EXERCISE AIM »
Filtering the records below, copy only those lines that include the word "linecap".
(EXERCISE INPUT Opens)
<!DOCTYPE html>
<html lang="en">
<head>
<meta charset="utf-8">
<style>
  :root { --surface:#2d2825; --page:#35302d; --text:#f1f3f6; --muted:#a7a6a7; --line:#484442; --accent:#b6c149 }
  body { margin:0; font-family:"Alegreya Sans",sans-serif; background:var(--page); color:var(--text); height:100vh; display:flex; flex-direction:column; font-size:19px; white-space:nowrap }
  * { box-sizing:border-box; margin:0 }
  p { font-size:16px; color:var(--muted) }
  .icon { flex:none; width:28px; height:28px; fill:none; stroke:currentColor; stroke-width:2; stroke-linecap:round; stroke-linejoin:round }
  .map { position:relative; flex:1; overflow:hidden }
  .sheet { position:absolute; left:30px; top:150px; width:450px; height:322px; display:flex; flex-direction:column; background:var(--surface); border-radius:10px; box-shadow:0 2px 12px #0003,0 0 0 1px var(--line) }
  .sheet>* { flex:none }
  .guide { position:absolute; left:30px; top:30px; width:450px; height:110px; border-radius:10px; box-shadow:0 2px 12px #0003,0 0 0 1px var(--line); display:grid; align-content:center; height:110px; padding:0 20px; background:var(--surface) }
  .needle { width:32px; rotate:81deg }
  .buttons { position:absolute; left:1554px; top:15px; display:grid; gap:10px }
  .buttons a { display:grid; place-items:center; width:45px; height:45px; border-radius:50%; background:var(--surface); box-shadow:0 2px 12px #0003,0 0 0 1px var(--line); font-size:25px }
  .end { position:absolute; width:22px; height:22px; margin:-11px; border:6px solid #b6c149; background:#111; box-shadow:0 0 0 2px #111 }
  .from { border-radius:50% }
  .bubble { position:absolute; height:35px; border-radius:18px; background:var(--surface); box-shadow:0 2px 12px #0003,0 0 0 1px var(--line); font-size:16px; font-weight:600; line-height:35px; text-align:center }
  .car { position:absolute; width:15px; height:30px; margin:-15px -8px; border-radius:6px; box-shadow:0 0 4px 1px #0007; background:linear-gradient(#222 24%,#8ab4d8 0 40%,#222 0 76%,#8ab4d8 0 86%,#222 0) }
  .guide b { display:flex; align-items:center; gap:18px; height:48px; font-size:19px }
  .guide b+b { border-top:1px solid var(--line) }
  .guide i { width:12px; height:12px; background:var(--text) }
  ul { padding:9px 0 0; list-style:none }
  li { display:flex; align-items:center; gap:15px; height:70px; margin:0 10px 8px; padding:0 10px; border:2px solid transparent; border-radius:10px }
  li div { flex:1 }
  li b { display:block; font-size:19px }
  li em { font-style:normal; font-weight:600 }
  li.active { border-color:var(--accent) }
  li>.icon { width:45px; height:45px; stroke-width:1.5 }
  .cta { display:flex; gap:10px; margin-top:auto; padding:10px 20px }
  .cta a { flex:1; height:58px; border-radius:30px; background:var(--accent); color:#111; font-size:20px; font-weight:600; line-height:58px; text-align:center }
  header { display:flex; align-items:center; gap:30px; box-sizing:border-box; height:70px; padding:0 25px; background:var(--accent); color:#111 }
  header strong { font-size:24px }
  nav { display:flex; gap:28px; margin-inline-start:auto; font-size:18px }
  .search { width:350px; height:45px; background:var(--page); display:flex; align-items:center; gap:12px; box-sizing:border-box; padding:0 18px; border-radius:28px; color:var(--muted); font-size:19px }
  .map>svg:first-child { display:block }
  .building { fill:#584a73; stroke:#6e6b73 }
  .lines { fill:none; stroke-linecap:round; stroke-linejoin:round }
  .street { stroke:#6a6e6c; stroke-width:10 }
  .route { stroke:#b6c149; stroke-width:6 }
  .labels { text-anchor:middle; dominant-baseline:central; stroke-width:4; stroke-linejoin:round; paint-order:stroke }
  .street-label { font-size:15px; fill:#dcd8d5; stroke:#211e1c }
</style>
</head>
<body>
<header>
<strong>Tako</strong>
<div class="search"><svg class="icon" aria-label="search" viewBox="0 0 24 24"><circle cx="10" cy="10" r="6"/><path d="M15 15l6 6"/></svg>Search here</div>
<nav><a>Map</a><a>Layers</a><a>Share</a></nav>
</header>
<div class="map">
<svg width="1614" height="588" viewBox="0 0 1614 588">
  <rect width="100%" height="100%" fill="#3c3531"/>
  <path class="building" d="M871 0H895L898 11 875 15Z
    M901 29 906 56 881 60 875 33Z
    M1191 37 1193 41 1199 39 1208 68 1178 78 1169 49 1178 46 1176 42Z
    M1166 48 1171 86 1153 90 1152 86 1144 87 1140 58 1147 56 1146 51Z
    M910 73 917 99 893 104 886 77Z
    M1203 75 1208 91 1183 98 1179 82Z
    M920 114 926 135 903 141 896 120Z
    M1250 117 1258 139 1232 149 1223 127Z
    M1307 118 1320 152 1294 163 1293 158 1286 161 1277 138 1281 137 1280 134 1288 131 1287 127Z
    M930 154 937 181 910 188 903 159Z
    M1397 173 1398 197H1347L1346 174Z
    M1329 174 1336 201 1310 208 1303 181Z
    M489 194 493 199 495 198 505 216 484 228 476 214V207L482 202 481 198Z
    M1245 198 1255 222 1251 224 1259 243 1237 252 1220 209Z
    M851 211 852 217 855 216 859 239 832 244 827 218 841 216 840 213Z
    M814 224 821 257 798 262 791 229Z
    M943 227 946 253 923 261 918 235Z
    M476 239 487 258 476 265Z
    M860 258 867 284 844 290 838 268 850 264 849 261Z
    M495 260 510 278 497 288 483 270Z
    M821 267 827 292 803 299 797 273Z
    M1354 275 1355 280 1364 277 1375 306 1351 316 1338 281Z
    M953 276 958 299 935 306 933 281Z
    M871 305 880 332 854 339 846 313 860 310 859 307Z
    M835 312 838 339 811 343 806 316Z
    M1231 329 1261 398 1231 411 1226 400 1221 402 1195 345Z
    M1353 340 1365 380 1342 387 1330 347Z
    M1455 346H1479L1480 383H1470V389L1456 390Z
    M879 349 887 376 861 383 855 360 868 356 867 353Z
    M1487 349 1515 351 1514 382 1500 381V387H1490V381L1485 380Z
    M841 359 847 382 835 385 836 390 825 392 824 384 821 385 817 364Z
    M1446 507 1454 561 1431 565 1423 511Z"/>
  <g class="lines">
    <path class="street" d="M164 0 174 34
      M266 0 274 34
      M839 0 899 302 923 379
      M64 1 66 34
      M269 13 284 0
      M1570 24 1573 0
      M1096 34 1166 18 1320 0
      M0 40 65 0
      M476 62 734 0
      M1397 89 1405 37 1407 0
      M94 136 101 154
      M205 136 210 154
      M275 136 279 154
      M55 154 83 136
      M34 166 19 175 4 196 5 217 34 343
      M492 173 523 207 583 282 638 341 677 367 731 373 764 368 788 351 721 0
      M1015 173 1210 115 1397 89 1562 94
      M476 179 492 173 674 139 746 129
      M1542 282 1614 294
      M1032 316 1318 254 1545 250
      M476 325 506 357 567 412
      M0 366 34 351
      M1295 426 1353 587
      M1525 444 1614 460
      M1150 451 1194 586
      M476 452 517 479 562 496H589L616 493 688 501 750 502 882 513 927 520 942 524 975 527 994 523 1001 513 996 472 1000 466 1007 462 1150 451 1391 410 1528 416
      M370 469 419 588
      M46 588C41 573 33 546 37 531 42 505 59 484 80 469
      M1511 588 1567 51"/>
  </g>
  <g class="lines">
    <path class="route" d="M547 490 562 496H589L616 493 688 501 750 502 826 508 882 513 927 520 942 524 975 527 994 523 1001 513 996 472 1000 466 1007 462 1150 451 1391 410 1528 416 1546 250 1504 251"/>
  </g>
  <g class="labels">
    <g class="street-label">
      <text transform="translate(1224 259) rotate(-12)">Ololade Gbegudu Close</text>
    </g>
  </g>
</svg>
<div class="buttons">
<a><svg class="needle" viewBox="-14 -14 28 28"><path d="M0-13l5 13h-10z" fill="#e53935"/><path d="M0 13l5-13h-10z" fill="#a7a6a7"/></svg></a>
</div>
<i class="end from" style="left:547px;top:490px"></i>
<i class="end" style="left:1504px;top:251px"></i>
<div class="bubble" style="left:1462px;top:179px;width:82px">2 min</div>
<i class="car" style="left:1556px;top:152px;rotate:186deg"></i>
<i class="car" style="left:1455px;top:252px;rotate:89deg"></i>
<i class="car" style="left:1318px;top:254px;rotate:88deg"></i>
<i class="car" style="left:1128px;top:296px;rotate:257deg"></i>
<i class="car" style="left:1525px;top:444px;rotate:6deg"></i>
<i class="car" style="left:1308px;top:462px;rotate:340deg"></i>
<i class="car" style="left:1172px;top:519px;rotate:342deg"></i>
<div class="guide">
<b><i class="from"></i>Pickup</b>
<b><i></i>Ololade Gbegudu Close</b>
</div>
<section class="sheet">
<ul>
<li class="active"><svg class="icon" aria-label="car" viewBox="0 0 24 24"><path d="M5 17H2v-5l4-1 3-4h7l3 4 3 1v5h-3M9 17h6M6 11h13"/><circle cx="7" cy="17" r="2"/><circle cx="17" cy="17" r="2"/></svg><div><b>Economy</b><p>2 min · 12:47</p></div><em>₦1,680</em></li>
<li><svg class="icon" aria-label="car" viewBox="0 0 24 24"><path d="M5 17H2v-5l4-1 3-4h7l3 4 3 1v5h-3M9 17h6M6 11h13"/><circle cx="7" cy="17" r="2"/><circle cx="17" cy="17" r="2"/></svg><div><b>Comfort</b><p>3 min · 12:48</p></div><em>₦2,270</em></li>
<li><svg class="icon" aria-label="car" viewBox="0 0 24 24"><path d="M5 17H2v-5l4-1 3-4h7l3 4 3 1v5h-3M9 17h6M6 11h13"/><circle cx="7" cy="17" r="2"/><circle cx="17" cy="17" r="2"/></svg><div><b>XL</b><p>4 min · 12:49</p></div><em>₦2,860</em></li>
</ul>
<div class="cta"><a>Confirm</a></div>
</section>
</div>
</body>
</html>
(EXERCISE INPUT Closes)
TASK ANSWER »
  .icon { flex:none; width:28px; height:28px; fill:none; stroke:currentColor; stroke-width:2; stroke-linecap:round; stroke-linejoin:round }
  .lines { fill:none; stroke-linecap:round; stroke-linejoin:round }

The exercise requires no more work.